I've selected the ADA4700-1 in an application to drive a static charge upon a stainless steel plate (conductivity measuring instrument). For this purpose I have two supply rails, one at +38V and the other at -38V. The ADA4700-1 will be configured as an inverting gain stage. There is virtually no current load on the output.
I'd like to drive the ADA4700-1 from a microprocessor's DAC output (0 to 3.3v) such that the ADA4700-1 presents +38V when the DAC drive is 0 (or +3.3) and -38V when the DAC drive goes the other way.
To make this work, I think we need to swing the DAC drive above and below 0V. Is there any way to avoid this conversion through biasing the ADA4700-1?
Suggestions on the best way to achieve our desired result most gratefully appreciated.
Apologies for late response.
I have done something very similar to your application in the past. So here it is.
You will be needing a gain of 23.0303 (76/3.3) to get the output you need. R and C are optional for low pass RC filter. The output transfer function will be:
OUT = IN ( 1 + RF/RG ) - 1.725V ( RF/RG).

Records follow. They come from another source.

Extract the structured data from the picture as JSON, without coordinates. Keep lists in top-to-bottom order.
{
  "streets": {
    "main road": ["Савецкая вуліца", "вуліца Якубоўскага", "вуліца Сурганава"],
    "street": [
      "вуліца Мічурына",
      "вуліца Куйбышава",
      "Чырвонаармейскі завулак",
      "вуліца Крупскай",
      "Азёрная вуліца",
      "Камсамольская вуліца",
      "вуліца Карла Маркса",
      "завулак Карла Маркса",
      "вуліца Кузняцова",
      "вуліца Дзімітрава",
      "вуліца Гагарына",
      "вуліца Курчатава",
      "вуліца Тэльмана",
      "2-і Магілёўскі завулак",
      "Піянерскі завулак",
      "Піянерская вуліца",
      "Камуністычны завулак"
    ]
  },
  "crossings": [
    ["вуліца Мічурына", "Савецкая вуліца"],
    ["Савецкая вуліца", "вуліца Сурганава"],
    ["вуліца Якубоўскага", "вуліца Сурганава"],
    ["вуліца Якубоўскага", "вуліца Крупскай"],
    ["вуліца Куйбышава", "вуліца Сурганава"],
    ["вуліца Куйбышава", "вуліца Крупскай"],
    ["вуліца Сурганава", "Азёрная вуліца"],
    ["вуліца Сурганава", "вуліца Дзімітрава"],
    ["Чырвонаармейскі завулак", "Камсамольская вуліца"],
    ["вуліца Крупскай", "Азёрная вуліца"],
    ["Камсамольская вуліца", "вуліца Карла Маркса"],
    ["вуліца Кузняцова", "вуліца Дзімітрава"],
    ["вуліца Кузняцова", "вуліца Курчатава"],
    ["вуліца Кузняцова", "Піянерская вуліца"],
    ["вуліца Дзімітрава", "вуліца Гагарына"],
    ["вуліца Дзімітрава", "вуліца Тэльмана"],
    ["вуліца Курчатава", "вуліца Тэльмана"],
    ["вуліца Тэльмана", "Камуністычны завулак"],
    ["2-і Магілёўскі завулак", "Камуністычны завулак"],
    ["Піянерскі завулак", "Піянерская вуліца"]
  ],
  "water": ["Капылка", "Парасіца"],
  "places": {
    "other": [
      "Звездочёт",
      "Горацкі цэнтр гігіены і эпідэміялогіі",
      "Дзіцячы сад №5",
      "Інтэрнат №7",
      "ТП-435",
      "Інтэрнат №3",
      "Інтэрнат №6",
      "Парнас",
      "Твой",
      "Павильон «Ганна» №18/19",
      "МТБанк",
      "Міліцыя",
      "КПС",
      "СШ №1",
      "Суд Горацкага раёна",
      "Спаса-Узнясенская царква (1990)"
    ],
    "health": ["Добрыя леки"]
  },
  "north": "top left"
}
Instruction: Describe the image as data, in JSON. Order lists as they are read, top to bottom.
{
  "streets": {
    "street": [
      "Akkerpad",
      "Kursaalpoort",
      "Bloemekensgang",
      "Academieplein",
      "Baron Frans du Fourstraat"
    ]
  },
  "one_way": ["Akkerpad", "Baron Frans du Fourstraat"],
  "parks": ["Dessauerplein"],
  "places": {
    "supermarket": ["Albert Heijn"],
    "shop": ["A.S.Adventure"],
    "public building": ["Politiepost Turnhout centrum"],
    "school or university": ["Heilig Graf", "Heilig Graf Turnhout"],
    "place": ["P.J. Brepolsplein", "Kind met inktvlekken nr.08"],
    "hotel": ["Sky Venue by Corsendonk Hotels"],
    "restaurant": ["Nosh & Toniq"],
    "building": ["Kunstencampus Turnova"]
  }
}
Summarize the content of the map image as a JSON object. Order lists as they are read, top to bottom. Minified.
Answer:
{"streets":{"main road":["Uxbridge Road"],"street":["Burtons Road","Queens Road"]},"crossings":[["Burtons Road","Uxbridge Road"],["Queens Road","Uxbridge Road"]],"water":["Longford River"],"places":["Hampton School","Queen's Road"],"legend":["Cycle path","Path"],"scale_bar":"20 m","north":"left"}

For RG you can have a parallel combination of 29.8K//30.5K or 15.073K. For RF use 332K.
@ IN = 0 V (ZS)
OUT = 0 - 1.725 (332/15.073) = - 37.9951V
@ IN = 1.65 V (MS)
OUT = 1.65 ( 1 + 332/15.073) - 37.9951 = -0.00196 V
@ IN = 3.3 V (FS)
OUT = 3.3 (1 + 332/15.073) - 38.9951 = 37.9917 V
The accuracy of conversion (gain up) will depend on how tight/close the values of the resistors with respect to the computation.
Please be careful with the supplies. ADA4700-1 is not true rail-to-rail, it has headroom in each rail. For safety please power it with 3V allowance for each output.
My design is a bit more complex. Unfortunately we don't have much headroom... +-38V is it. However, with this circuit, we achieve very close to +-37V with a buffered DAC drive.
I see. If that's your intended schematic, I would like to suggest this one.
This will be your single stage solution. In which the use of Buffer and a Level Shifter are unnecessary, so you will save two op-amps.
This circuit will follow a circuit transfer function of:
OUT = IN (1 + RF/RTH) - VTH (RF/RTH)
To compute for the values, see below.
Gain(non-inverting) = (36 - -36)/3.3 = 72/3.3 = 21.81818182
Gain(inverting) = Gain (non-inverting) - 1 = 20.81818182 = RF/RTH
>>For VTH ;
@ IN = 0 , OUT = -36 V
-36 V = 0 - VTH (RF/RTH)
VTH = 1.729257642 V
>>For R1, R2 and RF;
VTH = 3.3 V (R2 / (R1 + R2))
1.729257642 V = 3.3 V (R2 / (R1 + R2))
R2 / (R1 + R2) = 120/229
So: R2 = 12.0 kΩ and R1 = 10.9 kΩ.
RTH = R1//R2 = 5.711790393 kΩ.
RF = 20.81818182 * RTH = 108.909 kΩ
OUT = IN (21.81818182) - 36 V
@ IN = 0V ; OUT = -36 V
@ IN = 1.65 V ; OUT = 0 V
@ IN = 3.3 V ; OUT = 36 V
Just take note that filtering and decoupling were not included here.I also advise you read about capacitive loading section in the datasheet for more further details with regards to driving Capacitive Loads.